*** Task inputs
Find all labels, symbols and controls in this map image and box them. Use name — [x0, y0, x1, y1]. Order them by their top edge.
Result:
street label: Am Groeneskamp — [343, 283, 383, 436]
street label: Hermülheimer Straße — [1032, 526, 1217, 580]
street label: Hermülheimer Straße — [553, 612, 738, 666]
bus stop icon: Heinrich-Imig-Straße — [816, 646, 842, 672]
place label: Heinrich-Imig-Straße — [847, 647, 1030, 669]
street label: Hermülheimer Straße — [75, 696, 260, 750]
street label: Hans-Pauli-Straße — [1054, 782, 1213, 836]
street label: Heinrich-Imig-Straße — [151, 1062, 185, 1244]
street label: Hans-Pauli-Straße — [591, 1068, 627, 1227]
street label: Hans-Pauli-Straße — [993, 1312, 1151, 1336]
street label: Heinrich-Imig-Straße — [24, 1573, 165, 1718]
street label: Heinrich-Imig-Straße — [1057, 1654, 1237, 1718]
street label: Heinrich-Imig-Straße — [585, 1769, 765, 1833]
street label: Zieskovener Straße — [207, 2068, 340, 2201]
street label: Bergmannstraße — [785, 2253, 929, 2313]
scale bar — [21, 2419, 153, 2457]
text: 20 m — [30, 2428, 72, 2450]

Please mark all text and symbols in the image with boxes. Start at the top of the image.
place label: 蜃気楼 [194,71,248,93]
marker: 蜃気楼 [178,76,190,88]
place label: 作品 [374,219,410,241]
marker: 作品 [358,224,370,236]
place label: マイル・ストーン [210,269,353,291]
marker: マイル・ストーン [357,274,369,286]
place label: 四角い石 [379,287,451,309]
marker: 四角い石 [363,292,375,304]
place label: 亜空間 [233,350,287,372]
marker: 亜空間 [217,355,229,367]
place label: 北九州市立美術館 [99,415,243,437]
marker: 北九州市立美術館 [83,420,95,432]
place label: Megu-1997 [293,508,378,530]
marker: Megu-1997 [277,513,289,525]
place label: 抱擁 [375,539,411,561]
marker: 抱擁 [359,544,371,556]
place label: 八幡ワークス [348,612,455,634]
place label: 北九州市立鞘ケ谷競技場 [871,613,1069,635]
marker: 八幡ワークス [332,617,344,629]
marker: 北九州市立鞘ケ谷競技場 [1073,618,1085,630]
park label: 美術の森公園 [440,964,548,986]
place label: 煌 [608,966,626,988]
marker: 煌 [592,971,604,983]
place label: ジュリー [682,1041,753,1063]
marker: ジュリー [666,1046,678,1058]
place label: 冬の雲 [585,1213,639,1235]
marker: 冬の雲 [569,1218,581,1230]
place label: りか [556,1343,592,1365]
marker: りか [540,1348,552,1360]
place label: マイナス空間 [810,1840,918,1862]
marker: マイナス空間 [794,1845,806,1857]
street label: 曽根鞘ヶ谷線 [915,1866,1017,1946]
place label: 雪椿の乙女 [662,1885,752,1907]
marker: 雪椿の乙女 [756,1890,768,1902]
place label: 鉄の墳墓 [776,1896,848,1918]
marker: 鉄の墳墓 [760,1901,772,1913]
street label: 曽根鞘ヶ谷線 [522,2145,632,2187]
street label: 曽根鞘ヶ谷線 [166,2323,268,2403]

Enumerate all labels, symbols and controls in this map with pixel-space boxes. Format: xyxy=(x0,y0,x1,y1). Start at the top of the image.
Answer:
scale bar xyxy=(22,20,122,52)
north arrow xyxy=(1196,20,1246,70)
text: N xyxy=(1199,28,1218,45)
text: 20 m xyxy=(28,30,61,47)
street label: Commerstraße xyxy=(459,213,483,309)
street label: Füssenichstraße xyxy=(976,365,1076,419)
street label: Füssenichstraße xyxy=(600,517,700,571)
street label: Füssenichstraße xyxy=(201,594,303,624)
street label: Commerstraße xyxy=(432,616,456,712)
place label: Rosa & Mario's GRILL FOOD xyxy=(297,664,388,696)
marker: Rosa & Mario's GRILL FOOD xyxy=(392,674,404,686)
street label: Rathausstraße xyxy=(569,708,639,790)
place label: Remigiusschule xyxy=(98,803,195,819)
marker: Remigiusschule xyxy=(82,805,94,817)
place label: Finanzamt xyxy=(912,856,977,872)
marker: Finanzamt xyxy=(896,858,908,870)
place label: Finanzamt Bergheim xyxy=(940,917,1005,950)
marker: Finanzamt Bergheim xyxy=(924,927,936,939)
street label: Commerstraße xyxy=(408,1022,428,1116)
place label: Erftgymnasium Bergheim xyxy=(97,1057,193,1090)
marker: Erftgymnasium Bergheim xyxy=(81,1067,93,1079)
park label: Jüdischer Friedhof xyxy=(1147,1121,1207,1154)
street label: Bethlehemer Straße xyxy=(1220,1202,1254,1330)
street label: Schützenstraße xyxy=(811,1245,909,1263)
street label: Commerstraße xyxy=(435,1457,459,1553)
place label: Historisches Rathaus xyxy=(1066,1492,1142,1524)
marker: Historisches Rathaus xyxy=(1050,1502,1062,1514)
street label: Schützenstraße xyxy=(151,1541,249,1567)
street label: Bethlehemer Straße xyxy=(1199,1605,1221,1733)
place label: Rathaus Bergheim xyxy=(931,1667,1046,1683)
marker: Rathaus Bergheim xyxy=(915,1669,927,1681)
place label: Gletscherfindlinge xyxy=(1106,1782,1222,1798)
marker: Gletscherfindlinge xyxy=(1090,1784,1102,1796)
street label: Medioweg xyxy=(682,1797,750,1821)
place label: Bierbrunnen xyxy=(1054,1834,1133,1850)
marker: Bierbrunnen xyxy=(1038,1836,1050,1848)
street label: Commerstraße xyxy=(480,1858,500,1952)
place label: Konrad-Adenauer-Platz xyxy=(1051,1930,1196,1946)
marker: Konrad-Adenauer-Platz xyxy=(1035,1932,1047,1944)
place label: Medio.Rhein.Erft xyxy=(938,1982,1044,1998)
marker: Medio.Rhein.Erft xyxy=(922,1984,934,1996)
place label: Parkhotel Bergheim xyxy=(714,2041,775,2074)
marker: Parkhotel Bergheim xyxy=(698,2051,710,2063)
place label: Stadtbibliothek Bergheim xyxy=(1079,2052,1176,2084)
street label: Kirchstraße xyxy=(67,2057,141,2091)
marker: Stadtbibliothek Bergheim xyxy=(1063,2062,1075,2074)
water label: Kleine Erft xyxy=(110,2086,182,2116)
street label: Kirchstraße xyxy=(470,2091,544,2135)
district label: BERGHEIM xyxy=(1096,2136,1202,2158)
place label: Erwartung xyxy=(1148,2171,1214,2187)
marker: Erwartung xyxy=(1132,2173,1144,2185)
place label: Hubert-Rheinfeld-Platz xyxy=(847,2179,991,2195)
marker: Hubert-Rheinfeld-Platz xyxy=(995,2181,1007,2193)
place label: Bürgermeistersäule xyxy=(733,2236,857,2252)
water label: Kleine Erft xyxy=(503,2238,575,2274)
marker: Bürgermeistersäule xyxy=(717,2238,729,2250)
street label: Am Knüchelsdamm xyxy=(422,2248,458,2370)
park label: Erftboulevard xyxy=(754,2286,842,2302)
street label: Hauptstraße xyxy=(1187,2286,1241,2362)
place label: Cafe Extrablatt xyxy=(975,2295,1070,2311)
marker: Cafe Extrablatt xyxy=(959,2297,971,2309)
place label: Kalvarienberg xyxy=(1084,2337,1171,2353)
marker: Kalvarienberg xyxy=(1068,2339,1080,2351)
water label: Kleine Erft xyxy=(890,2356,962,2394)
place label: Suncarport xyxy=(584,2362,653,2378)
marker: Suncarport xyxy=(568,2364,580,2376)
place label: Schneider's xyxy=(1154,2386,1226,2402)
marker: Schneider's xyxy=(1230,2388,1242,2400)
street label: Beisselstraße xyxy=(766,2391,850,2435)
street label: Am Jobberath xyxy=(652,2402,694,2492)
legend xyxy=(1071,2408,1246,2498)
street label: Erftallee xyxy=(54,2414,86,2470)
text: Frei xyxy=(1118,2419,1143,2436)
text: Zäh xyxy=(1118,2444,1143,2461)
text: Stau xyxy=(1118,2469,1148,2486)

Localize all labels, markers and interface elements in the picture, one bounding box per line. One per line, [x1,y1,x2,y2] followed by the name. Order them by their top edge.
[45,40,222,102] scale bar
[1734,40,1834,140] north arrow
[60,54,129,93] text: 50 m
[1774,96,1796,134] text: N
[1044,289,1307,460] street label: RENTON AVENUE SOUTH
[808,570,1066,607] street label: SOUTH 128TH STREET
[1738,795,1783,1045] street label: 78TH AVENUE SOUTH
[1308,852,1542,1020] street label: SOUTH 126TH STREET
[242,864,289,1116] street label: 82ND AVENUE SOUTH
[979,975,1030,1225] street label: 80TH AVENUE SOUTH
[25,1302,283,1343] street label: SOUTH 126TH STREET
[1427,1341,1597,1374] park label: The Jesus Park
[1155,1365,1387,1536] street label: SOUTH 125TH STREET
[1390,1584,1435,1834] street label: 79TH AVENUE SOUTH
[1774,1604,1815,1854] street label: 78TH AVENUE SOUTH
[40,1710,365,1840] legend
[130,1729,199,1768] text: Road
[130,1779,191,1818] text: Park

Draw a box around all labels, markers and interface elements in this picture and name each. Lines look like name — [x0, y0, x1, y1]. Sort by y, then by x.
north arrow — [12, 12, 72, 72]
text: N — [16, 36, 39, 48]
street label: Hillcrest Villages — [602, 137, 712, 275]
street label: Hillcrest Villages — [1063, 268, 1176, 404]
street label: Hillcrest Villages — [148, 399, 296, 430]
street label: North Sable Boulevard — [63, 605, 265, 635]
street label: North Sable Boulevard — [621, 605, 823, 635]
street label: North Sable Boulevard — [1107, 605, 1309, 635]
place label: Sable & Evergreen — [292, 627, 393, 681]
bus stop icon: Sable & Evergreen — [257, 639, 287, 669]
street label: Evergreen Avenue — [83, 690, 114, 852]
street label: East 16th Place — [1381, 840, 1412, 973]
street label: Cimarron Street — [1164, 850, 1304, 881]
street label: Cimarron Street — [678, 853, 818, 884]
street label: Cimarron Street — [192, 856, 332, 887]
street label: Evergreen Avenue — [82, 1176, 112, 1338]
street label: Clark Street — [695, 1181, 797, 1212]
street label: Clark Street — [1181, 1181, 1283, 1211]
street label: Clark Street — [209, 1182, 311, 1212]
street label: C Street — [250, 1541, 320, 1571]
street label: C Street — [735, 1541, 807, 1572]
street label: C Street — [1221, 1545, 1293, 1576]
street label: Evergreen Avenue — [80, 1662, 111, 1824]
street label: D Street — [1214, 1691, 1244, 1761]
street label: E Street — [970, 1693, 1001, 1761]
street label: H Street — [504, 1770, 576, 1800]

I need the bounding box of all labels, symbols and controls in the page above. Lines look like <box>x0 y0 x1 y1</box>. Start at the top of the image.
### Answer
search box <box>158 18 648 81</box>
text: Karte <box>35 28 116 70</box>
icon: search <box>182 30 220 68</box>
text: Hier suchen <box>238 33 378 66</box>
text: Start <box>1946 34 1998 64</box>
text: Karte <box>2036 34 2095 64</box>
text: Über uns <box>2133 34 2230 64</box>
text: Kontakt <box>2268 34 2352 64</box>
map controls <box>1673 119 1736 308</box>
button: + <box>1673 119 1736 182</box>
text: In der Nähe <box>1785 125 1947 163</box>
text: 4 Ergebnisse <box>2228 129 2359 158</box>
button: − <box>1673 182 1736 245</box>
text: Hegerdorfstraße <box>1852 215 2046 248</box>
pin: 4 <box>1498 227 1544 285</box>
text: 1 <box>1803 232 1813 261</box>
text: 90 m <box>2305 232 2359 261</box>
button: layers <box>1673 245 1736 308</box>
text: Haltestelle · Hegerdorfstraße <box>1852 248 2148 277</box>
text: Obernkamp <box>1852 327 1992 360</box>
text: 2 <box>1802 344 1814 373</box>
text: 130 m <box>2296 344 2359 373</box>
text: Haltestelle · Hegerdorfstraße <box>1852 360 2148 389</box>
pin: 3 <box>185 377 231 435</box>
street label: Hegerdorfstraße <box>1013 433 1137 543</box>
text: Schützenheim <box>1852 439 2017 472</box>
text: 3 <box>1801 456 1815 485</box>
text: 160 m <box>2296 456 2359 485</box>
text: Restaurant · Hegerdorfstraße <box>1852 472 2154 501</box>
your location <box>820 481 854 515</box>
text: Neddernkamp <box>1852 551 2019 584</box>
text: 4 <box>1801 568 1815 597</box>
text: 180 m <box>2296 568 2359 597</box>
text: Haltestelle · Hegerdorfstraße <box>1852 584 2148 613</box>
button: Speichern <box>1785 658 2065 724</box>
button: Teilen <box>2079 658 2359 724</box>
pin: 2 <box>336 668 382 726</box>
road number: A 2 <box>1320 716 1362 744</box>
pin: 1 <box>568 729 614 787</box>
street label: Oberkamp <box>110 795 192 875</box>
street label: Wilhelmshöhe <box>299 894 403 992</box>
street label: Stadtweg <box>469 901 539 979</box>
******
Activity:
Spot the lines above that mention "controls" and copy them.

Answer to the exercise:
Find all labels, symbols and controls in this map image and box them. Use name — [x0, y0, x1, y1]. Order them by their top edge.
Enumerate all labels, symbols and controls in this map with pixel-space boxes. Format: xyxy=(x0,y0,x1,y1). Start at the top of the image.
I need the bounding box of all labels, symbols and controls in the page above. Lines look like <box>x0 y0 x1 y1</box>. Start at the top of the image.
map controls <box>1673 119 1736 308</box>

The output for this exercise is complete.